__Exercise prompt__
Identify and pull out each line of the entries in which "size" occurs.

__Given data__
^^^^

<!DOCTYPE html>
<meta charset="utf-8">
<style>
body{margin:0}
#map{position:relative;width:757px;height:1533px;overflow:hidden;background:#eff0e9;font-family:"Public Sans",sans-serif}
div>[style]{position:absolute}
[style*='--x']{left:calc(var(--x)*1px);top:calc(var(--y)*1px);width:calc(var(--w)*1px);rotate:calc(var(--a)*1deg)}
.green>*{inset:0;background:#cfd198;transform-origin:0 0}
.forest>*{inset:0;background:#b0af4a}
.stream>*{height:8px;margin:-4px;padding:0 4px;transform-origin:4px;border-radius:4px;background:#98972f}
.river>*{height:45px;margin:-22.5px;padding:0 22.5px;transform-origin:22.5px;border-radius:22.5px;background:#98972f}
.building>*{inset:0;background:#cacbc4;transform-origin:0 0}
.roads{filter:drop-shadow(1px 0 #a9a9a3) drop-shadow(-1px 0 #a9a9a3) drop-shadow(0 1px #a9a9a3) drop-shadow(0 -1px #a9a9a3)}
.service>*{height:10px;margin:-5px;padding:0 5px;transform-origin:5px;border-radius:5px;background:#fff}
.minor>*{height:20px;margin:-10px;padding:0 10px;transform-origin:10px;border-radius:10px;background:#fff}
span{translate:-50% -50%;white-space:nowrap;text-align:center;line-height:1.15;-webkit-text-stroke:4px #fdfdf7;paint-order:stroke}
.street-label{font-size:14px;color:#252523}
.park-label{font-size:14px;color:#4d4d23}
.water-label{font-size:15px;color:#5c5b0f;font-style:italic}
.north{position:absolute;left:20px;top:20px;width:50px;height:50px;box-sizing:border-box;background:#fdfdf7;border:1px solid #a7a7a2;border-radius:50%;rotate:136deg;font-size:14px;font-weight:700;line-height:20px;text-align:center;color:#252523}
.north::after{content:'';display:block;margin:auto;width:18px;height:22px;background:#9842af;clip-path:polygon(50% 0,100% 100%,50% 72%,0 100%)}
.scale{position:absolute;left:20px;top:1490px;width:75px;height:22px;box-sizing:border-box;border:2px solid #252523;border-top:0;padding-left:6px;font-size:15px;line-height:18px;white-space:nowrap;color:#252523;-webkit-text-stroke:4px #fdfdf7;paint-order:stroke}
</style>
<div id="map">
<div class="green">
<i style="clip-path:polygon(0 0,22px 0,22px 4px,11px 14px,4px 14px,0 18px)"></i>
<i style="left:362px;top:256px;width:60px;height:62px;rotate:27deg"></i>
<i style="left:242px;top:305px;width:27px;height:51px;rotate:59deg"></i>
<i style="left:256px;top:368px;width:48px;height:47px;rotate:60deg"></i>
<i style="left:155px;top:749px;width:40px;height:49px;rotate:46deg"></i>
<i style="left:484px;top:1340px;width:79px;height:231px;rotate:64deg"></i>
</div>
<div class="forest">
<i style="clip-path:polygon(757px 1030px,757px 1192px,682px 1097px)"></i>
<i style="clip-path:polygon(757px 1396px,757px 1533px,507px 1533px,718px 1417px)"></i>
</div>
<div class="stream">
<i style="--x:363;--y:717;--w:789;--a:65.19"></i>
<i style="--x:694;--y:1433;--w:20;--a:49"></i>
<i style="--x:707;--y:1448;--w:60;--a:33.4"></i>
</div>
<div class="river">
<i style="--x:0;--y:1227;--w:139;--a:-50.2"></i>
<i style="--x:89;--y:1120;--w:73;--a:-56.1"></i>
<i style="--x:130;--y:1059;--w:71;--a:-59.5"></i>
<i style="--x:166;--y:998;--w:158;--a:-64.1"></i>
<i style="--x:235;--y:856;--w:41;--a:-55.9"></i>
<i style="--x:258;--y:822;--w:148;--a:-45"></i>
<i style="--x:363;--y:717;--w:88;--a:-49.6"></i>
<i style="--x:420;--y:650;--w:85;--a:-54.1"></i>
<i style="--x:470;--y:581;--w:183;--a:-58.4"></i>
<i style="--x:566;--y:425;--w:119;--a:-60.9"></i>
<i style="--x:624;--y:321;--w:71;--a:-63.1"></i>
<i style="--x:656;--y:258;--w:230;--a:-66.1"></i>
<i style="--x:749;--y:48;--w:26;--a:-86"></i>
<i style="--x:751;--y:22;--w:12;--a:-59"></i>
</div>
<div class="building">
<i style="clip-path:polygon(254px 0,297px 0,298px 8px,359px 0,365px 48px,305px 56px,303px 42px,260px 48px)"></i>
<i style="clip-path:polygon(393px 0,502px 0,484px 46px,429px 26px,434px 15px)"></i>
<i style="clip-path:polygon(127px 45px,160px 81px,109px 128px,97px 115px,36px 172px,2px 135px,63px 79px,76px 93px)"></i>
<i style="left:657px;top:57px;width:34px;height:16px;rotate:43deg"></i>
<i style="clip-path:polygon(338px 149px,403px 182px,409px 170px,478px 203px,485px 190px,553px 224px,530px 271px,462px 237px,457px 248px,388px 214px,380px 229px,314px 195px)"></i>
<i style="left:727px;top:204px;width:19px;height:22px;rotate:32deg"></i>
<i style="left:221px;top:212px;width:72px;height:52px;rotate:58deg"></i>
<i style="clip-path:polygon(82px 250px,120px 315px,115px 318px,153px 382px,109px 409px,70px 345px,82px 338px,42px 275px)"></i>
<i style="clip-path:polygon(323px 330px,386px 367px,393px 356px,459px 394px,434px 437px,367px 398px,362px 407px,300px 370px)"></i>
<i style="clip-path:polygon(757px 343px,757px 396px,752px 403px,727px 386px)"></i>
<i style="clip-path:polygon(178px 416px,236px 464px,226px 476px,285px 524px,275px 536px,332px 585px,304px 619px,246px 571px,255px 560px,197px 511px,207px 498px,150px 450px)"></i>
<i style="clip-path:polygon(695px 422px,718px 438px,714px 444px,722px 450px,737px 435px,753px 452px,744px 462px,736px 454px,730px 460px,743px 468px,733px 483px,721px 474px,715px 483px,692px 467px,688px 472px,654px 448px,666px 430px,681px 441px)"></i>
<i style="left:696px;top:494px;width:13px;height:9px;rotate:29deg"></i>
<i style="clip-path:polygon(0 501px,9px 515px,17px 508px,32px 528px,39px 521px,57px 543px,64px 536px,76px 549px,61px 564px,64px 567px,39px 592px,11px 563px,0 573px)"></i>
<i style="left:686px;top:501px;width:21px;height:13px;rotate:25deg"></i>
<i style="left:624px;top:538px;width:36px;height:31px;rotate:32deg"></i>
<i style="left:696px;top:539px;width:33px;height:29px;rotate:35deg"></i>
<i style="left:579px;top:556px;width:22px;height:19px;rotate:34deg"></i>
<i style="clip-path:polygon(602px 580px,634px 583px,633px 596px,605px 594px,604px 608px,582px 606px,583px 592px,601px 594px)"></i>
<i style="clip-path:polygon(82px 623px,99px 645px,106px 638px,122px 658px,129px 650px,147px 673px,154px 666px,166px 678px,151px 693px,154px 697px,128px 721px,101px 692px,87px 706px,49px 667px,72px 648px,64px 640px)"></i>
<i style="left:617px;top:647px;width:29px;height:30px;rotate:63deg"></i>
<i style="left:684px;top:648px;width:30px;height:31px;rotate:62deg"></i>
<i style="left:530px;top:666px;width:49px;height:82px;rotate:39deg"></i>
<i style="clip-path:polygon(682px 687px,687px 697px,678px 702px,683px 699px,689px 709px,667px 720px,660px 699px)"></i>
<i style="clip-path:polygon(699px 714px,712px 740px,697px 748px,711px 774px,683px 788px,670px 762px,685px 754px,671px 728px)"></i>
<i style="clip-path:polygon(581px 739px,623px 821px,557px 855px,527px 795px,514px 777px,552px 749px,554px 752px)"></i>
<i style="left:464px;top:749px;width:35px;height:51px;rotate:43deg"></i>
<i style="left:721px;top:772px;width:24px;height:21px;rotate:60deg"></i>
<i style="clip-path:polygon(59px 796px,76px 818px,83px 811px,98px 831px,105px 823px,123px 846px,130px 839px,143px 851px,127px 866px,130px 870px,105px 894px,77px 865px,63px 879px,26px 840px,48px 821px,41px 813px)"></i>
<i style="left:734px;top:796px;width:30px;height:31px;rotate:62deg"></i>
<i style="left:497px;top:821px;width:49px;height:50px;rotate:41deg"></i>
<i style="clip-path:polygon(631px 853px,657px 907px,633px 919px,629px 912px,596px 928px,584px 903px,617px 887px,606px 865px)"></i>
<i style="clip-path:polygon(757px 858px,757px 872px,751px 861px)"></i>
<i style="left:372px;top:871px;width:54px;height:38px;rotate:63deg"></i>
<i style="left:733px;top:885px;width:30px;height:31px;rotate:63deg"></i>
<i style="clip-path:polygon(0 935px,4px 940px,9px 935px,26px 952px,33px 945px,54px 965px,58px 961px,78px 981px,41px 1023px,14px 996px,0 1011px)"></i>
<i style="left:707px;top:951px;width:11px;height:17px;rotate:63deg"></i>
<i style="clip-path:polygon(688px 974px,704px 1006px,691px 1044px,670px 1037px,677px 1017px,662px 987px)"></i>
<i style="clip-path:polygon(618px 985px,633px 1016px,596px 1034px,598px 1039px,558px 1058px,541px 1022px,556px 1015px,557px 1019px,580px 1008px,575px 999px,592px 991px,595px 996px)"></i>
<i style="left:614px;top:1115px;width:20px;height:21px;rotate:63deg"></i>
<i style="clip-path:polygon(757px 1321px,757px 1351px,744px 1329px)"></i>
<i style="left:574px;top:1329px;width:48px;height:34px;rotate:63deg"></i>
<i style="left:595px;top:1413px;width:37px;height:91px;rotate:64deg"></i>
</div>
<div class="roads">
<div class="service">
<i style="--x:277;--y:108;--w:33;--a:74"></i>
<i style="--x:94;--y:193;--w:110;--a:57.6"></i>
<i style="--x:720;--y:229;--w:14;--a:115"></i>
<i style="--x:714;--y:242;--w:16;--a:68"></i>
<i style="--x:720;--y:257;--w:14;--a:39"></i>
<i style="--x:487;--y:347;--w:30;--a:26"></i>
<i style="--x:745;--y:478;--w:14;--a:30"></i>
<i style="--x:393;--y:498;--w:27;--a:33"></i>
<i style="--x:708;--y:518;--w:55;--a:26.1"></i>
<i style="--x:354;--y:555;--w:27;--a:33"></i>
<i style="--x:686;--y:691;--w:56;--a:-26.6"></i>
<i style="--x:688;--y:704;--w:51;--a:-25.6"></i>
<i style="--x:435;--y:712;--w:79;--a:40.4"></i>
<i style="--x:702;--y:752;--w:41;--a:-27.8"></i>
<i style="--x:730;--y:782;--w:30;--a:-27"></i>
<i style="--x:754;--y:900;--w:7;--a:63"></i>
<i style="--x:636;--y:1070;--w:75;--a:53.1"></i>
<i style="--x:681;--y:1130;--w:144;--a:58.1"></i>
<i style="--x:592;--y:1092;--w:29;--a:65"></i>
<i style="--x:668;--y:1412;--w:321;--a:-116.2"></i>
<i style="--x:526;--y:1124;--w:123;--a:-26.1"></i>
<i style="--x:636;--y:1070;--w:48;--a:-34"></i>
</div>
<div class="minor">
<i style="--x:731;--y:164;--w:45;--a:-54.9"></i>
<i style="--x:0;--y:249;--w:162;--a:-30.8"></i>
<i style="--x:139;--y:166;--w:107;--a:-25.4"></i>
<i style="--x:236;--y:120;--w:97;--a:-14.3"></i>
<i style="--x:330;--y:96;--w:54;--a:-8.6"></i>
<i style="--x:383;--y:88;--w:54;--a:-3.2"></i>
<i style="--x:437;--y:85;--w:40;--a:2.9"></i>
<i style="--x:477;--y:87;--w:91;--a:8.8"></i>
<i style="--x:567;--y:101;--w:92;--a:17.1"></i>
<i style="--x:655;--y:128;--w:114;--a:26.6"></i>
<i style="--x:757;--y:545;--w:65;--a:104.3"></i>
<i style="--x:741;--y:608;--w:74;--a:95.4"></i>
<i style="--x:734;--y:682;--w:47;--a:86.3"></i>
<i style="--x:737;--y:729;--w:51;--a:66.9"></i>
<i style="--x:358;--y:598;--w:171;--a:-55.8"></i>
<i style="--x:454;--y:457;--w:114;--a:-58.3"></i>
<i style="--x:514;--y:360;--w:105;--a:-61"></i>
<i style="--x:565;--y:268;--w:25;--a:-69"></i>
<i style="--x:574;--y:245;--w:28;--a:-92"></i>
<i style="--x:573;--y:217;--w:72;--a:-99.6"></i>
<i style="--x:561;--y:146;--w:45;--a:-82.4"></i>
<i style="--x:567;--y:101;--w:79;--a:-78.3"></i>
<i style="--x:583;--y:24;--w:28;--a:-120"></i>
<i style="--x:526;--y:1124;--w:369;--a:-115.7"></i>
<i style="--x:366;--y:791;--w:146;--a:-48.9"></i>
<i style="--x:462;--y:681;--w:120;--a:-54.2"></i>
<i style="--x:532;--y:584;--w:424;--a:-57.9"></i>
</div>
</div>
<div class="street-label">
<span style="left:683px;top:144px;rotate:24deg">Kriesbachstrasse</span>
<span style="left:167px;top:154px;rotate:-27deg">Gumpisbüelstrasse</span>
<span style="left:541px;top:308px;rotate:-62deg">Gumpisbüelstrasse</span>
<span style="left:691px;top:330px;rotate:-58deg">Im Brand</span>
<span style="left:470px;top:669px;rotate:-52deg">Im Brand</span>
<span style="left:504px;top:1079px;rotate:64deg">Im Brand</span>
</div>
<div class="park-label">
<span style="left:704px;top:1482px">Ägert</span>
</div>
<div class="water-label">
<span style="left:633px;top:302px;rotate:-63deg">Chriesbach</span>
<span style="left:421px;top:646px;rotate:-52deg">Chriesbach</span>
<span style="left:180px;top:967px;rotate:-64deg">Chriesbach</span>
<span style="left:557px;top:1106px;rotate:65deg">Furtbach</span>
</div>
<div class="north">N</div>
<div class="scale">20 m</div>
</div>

^^^^

__Worked solution__
.street-label{font-size:14px;color:#252523}
.park-label{font-size:14px;color:#4d4d23}
.water-label{font-size:15px;color:#5c5b0f;font-style:italic}
.north{position:absolute;left:20px;top:20px;width:50px;height:50px;box-sizing:border-box;background:#fdfdf7;border:1px solid #a7a7a2;border-radius:50%;rotate:136deg;font-size:14px;font-weight:700;line-height:20px;text-align:center;color:#252523}
.scale{position:absolute;left:20px;top:1490px;width:75px;height:22px;box-sizing:border-box;border:2px solid #252523;border-top:0;padding-left:6px;font-size:15px;line-height:18px;white-space:nowrap;color:#252523;-webkit-text-stroke:4px #fdfdf7;paint-order:stroke}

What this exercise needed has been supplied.